BYU football notebook: Cougars have to be smart about mixing fun with game preparation
Mark A. Philbrick, BYU
HONOLULU — For BYU coach Bronco Mendenhall, this is a place he likes to go to relax and get away from football.
The Cougars arrived here Wednesday night, and while Mendenhall is focused on Saturday's game against Hawaii, he couldn't help but check out the conditions for one of his favorite pastimes — surfing.
"I checked the surf report and it's supposed to be good. So if I'm not at the game, you'll know what's happened," he joked this week. "When you go to Hawaii, it's a vacation destination. The weather's nice and there's the ocean right there. It's natural, unless you frame it to your team that there are times to focus on playing and times to focus on fun, then having clear delineations in between. The practice model going through the week will set the tone for what we expect on Saturday. That's the best way I know how to handle it. The maturity of the players will come into play. Some will have a harder time than others."
The Cougars practiced hard in Provo before arriving in Honolulu. Mendenhall is allowing his players a chance to take in the sights on Thursday.

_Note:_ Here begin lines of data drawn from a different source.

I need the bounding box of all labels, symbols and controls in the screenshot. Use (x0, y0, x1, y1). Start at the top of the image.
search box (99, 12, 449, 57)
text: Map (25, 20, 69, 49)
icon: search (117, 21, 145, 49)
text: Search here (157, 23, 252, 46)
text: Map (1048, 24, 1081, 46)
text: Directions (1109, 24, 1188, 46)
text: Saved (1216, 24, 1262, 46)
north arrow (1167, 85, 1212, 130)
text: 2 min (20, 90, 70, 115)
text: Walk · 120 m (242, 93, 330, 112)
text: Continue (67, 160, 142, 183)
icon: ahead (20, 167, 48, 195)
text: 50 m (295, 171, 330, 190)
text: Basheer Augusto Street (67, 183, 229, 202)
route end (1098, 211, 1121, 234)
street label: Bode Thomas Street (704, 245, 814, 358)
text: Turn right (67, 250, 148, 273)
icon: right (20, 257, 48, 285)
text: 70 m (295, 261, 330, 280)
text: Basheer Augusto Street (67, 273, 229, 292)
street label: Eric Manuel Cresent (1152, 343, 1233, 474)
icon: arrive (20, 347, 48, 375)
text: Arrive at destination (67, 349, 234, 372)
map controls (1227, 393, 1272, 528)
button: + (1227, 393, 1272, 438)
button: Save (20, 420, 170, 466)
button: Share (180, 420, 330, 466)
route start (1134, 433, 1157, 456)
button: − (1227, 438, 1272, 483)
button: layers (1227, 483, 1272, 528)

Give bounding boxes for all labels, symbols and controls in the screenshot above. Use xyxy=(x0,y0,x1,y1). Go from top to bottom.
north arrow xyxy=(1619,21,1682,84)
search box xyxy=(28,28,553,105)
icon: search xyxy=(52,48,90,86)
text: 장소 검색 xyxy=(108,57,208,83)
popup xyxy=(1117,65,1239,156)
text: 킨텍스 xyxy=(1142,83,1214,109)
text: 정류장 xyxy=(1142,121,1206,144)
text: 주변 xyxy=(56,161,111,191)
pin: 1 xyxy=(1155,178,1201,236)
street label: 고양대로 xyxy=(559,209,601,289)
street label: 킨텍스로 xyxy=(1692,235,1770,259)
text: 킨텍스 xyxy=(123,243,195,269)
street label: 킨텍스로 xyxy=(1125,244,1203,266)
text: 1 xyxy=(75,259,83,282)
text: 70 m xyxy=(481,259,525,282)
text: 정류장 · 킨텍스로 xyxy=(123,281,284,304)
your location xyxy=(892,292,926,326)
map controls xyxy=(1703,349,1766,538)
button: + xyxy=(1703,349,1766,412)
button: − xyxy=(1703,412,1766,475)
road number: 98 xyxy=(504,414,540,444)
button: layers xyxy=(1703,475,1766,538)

BYU is scheduled to hold a practice as well.
"I heard there's going to be some waves, so maybe I'll catch some, if I'm allowed to," said tight end Kaneakua Friel, a native of Hawaii. "We'll have some time to go to the beach, but the most important thing is that we're ready to play."
Legendary BYU coach LaVell Edwards knows all about the potential pitfalls associated with taking a football team to Hawaii.
"It's a mixed bag going over there," said Edwards, who posted an 11-4 record at Aloha Stadium against the Warriors in his 29 seasons at the helm. "It's a great place to go and a tough place to take a team because there are so many distractions over there. You just have to let the guys enjoy it, then hopefully keep them focused on the ballgame. That becomes the issue."
Senior defensive lineman Simote Vea, who is from Hau'ula, Hawaii, acknowledged that it will be tough for some players to focus on football.
"It's a vacation spot. That's another thing we have to deal with," he said. "I don't think I'll be as distracted because for me, that's home. But I can see how a lot of the team will be excited to be there for the first time, seeing the beaches. Ultimately, we're there to play football."
The Cougars are staying at the luxurious JW Marriott Ihilani Ko Olina Resort & Spa.
A CHANCE TO COME HOME: BYU will be coming to Honolulu often over the next decade to play Hawaii, a fact that doesn't hurt recruiting efforts.
"If a young man comes here for four seasons, to have the chance to go home twice and see his family see him play, I think that's a big deal," Mendenhall said. "It's also been part the strategic plan you'll see going forward of different destinations we'll play to try to open up recruiting areas through exposure."
NO ON NO. 13: The NCAA grants teams that play in Hawaii an extra regular season game to recoup some of the travel costs. But BYU opted not to play a 13th contest this season, and it's not because Mendenhall is superstitious.
"That part, I'm on the fence with. Thirteen games is a lot," Mendenhall said. "Then to play a 14th as a bowl game, I guess it depends on the financial circumstances of your program. Man, by the time you get to 13, you're about ready to call it good, I think."